Arts and humanities research generates innovative ideas with real-world applications and commercial potential. One example of research that is realising this potential and contributing to economic growth is an AHRC-funded Knowledge Exchange project at the University of the West of England.
In this film we see how researchers at the Centre for Fine Print Research, Led by Professor Stephen Hoskins and his team, have developed new methods of creating ceramics using 3D printing technology and worked with Denby Potteries to test designs and develop prototype models in ceramics.
Through this method, ceramics are built up layer by layer using a specially-created -- and now patented - ceramic powder. They are then fired and glazed in the usual way. 'Printing' ceramics in this way means that highly intricate and complex ceramics can be created that would have been impossible to achieve traditional methods. This has opened up commercial potential through quicker manufacturing processes and new design options. Gary Hawley, Senior Designer at Denby, praised the partnership between his company and researchers, saying that the new process is "pushing the boundaries of what is possible".

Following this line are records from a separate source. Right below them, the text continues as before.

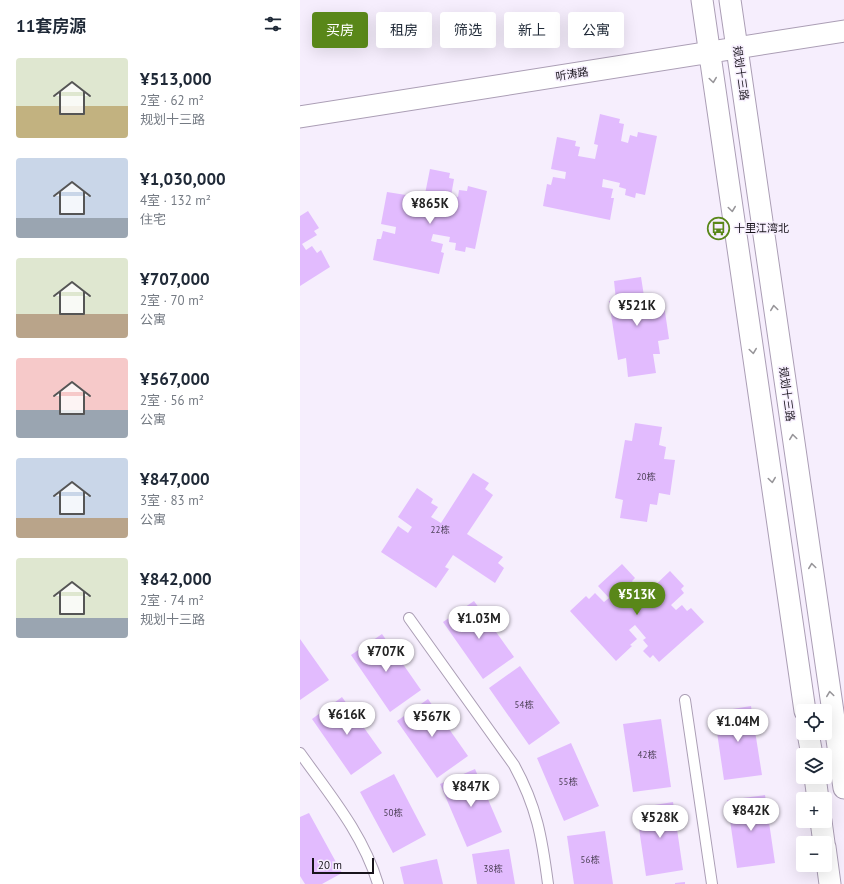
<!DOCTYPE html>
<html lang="zh">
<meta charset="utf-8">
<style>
:root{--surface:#fff;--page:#f2f2f3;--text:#1f2937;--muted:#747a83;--accent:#598719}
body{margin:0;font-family:"PT Sans","Noto Sans SC",sans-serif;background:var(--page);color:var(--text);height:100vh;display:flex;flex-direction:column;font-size:15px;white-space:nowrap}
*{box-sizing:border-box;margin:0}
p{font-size:13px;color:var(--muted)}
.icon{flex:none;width:22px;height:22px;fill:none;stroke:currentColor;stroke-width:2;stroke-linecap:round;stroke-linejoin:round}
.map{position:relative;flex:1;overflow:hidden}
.sheet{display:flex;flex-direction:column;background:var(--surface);width:300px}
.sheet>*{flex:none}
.top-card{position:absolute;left:12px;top:12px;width:380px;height:36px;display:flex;gap:8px}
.controls{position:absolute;left:496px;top:704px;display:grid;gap:8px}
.controls a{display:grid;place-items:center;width:36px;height:36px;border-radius:4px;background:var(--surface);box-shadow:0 4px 16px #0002;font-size:20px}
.scale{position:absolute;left:12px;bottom:10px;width:62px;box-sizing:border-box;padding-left:4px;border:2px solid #18141c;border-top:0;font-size:11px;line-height:14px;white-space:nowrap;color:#18141c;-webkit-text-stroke:3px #f6eefd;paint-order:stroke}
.price{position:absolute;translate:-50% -34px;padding:0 9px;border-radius:14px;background:#fff;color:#222;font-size:13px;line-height:26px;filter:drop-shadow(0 1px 2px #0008)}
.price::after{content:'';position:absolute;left:50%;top:24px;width:12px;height:9px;margin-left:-6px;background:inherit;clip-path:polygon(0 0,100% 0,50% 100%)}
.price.on{background:var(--accent);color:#fff}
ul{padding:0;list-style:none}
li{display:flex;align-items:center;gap:12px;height:100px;padding:0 16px}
li span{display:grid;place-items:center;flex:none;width:112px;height:80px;border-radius:4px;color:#555}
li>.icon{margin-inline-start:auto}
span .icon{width:48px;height:48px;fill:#fffc;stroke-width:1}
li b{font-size:17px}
h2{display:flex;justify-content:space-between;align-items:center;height:48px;padding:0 16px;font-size:17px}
.pill{padding:0 14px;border-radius:4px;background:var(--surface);box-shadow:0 4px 16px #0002;font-size:14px;line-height:36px}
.pill.on{background:var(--accent);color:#fff}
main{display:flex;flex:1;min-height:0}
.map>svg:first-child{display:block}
</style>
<main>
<section class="sheet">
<h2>11套房源<svg class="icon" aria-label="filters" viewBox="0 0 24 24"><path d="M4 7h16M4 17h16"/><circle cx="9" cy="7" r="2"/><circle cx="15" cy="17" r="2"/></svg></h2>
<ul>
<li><span style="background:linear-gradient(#dfe7d0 60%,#c2b280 0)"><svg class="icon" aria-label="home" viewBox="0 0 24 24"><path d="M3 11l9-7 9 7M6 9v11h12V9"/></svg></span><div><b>¥513,000</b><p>2室 · 62 m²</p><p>规划十三路</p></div></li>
<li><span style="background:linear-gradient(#c9d6e8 75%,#9aa5b1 0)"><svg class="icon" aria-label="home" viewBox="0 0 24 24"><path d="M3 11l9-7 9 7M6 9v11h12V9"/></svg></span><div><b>¥1,030,000</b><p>4室 · 132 m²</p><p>住宅</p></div></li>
<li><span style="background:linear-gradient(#dfe7d0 70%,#b9a48a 0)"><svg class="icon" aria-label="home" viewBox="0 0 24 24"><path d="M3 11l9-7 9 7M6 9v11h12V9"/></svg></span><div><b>¥707,000</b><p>2室 · 70 m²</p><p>公寓</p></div></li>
<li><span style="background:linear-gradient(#f6c9c9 65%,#9aa5b1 0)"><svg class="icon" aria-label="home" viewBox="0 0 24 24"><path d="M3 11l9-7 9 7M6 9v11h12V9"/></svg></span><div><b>¥567,000</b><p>2室 · 56 m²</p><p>公寓</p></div></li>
<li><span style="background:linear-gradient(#c9d6e8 75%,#b9a48a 0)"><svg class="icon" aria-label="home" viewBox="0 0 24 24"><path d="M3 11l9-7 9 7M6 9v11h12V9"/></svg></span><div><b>¥847,000</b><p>3室 · 83 m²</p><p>公寓</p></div></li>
<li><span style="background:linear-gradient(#dfe7d0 75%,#9aa5b1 0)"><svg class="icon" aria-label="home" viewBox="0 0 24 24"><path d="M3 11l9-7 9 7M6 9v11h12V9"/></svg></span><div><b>¥842,000</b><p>2室 · 74 m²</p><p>规划十三路</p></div></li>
</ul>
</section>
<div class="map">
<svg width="544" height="884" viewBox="0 0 544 884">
<rect width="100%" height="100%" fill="#f6eefd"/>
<path fill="#e2bbfe" d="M300 114 320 119 319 123 324 124 321 141 328 143 330 135 337 137 338 132 357 136 345 195 336 193 335 198 325 195 326 189 319 187 320 183 303 179 302 187 313 189 311 198H314L310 220 243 206 247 184 251 185 253 177 265 179 266 172 251 169 257 137 276 141 275 146 280 147 278 156 295 159 298 145 294 144Z
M130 169 150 173 149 178 154 179 151 196 158 197 159 190 167 191 168 186 187 191 175 249 166 247 165 252 155 250 156 243 149 242 150 237 133 234 131 241 143 244 141 252 144 253 139 274 73 260 77 239H81L83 231 95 234 96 227 81 224 87 192 106 195 105 200 110 201 108 210 125 213 128 200 124 199Z
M8 211 19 228 14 231 17 235 2 244 6 250 12 246 17 253 21 250 30 267 0 286V216Z
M341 277 344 296 351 294 353 307 364 305 369 339 358 341 360 354H353L356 373 328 377 326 358 318 360 309 301 316 300 314 281Z
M335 423 362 427 359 445 366 447 364 459 375 460 370 495 359 493 357 505 350 504 347 522 320 518 323 500 315 498 325 440 332 441Z
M173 473 189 483 185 489 193 495 167 534 203 557 198 563 204 568 195 583 153 555 145 567 149 569 136 588 81 552 98 526 108 533 112 527 98 517 117 488 133 499 131 503 138 507 131 517 141 523Z
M322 564 335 578 332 581 335 585 329 591 340 604 350 595 348 592 370 571 384 586 381 589 384 593 371 605 376 610 382 605 387 611 391 608 404 622 359 662 353 655 350 658 343 651 348 646 343 640 346 638 335 625 329 630 337 639 330 645 332 646 316 661 270 611 286 596 289 599 295 593 304 602 309 598 298 586Z
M174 601 214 657 183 679 143 622Z
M82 634 121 690 90 712 51 655Z
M0 639 29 680 0 700Z
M220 666 260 723 229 745 189 688Z
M42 697 82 753 51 775 12 719Z
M128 699 168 756 137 778 97 721Z
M451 706 462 775 424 780 414 712Z
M361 719 371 787 333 792 323 724Z
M271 743 299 806 264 821 237 758Z
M175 769 202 832 167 847 140 784Z
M94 774 126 835 93 853 60 792Z
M465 795 475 863 437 868 427 800Z
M373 802 383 870 346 876 336 808Z
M9 813 42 873 22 884H5L0 876V817Z
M305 831 313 884H274L267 836Z
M209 849 215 884H177L172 854Z
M137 859 143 884H104L100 867Z
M385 882V884H375V883Z"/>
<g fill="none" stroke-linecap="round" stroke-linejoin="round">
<defs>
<path id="service" d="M109 618 214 765C237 807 242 838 248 884
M385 700 412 884
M0 753C30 795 63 834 78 884"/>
<path id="minor" d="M402 0 505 711
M430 0 544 788
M0 117 544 31
M508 733 512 755
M515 777 518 799
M521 821 524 843
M525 847 530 884"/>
</defs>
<use href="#service" stroke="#ab9eb5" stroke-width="12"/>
<use href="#minor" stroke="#ab9eb5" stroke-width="23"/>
<use href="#service" stroke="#fff" stroke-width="10"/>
<use href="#minor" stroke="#fff" stroke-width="21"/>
</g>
<defs><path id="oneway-chevron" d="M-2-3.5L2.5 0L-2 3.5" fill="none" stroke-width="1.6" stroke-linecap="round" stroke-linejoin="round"/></defs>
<g stroke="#979599">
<use href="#oneway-chevron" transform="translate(413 80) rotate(82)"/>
<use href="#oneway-chevron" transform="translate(432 209) rotate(82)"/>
<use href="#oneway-chevron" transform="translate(474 308) rotate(-98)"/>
<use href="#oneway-chevron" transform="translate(453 351) rotate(82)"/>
<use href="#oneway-chevron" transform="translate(493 437) rotate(-98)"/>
<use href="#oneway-chevron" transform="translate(472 480) rotate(82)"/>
<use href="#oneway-chevron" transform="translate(512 566) rotate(-98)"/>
<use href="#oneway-chevron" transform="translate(530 694) rotate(-98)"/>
</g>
<defs>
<symbol id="bus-ring" viewBox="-11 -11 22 22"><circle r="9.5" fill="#f6eefd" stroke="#598719" stroke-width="1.5"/><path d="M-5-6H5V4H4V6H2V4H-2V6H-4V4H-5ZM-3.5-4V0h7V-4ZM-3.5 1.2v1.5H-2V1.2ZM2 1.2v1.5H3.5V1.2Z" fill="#598719"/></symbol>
</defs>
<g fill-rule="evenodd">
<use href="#bus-ring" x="406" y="216" width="25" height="25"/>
</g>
<g text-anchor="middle" stroke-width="3" stroke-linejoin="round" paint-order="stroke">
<g font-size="9" fill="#4a3e54">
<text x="346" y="480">20栋</text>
<text x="140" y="533">22栋</text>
<text x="224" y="708">54栋</text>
<text x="347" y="758">42栋</text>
<text x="268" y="785">55栋</text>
<text x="93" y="816">50栋</text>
<text x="290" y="863">56栋</text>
<text x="193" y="872">38栋</text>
</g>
<g font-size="11" fill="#18141c" stroke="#f6eefd">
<text transform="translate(441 73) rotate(82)" y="4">规划十三路</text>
<text transform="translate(272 74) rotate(-9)" y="4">听涛路</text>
<text transform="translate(487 394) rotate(82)" y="4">规划十三路</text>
</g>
<g font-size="11" fill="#18141c" stroke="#f6eefd" text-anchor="start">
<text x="434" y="232">十里江湾北</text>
</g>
</g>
</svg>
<div class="controls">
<a><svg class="icon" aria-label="locate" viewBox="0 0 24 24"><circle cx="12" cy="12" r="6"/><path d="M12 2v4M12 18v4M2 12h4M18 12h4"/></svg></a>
<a><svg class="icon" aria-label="layers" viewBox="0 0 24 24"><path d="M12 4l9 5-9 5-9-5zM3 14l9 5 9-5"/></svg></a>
<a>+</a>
<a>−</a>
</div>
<div class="scale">20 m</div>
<b class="price" style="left:130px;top:225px">¥865K</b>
<b class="price" style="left:337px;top:327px">¥521K</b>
<b class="price on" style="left:337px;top:616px">¥513K</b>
<b class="price" style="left:179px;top:640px">¥1.03M</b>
<b class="price" style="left:86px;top:673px">¥707K</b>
<b class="price" style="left:47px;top:736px">¥616K</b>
<b class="price" style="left:132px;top:738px">¥567K</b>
<b class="price" style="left:438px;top:743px">¥1.04M</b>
<b class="price" style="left:171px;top:808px">¥847K</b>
<b class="price" style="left:451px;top:832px">¥842K</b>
<b class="price" style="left:360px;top:839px">¥528K</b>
<div class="top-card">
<a class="pill on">买房</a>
<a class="pill">租房</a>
<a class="pill">筛选</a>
<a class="pill">新上</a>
<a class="pill">公寓</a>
</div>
</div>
</main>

The film concludes with Professor Hoskins' inspirational view of what the future for 3D print technology might look like. This includes the announcement of an exciting new AHRC-funded project which will see the Professor Hoskins and his team to undertaking a major investigation into a self-glazing 3D printed ceramic, inspired by ancient Egyptian Faience ceramic techniques.The process they aim to develop would enable ceramic artists, designers and craftspeople to print 3D objects in a ceramic material which can be glazed and vitrified in one firing.
The team hopes to bring ancient tradition into the 21st century, joining together old and new hand-in-hand in a project that continues to push boundaries in this area of ceramic research.